Tenho próprio casal, e nele assisto;
Dá-me vinho, legume, fruta, azeite;
Das brancas ovelhinhas tiro o leite,
E mais as finas lãs de que me visto.
Graças, Marília bela,
Graças à minha Estrela!

 

Assim começa Tomás António Gonzaga o poema “Marília de Dirceu”, publicado em Lisboa em 1792, quando a sua visão nostálgica – e deliberadamente errada, a partir do facto de o desenvolvimento do comércio no Mar Egeu e no Mediterrâneo ter levado à edificação e expansão concomitantes de cidades nas suas margens e nos estuários ou deltas dos seus rios – de prosperidade e dos encantos do campo, já tinha desaparecido da maioria das cabeças europeias há pelo menos um século. Em 1971, na busca de título para um livro em inglês que ia publicar, fui procurar numa concordance de Shakespeare (concordances são obras que enumeram e arrumam o uso de certas palavras pelo autor a que se dedicam) empregos da palavra camponês ou camponeses (peasant, peasants) pelo Bardo. O resultado foi mais do que um desapontamento; foi quase uma vergonha. Não me lembro literalmente de todas as passagens citadas que eram, de resto, poucas – e não tenho, onde escrevo agora, uma concordance de Shakespeare à mão – mas o teor do que me ficou é ainda hoje deprimente: “Cala-te, camponês burro!”, “Bruto e tosco como um camponês”, “Camponês pobre, sujo e sem maneiras” e por aí fora.
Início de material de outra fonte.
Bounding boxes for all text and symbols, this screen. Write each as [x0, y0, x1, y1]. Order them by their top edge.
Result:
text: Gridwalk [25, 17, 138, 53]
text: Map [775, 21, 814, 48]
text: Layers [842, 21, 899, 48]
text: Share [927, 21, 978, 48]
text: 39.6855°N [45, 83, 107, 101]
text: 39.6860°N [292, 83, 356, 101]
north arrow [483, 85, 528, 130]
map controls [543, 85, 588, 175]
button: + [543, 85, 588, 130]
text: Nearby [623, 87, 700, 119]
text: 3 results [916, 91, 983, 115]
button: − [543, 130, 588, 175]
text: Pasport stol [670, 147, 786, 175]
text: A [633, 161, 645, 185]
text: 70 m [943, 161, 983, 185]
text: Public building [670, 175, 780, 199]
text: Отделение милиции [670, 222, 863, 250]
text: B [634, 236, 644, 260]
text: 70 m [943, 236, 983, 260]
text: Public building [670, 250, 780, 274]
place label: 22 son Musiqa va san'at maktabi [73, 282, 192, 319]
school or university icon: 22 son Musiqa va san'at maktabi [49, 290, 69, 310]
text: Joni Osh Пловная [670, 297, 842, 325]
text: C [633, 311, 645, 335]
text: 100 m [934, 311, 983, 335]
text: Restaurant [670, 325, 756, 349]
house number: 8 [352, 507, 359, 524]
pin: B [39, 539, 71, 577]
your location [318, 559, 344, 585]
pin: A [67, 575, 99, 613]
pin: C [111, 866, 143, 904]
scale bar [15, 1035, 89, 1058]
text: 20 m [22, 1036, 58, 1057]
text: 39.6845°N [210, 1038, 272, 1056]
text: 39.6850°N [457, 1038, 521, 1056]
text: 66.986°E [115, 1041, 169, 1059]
Reinvento de memória, por assim dizer, mas não há, na obra inteira de Shakespeare, verso em nome do autor ou frase na boca de personagem que vá muito acima desse desdém brutal. (O meu livro acabou por se chamar, prosaicamente, A Portuguese Rural Society.)
     O autor de “Marília de Dirceu” pertencia, se a classificação que aprendi no liceu sobreviveu à evolução do estudo da literatura portuguesa, à escola “setecentista, arcádica ou francesa”; daí, talvez, o seu gosto pela pastoral e a idealização obrigatória do campo. O que se inscreveria, de toda a maneira, no desfasamento entre Portugal e latitudes mais ao Norte, desde o estabelecimento da Inquisição até ao século XIX, com curto interregno quando o Marquês de Pombal governou. Para dar um exemplo: quando o aqueduto das Águas Livres foi construído para levar água a Lisboa – o primeiro projecto vinha de 1731 e a obra acabou em 1748 – já se conhecia na Europa o princípio dos vasos comunicantes.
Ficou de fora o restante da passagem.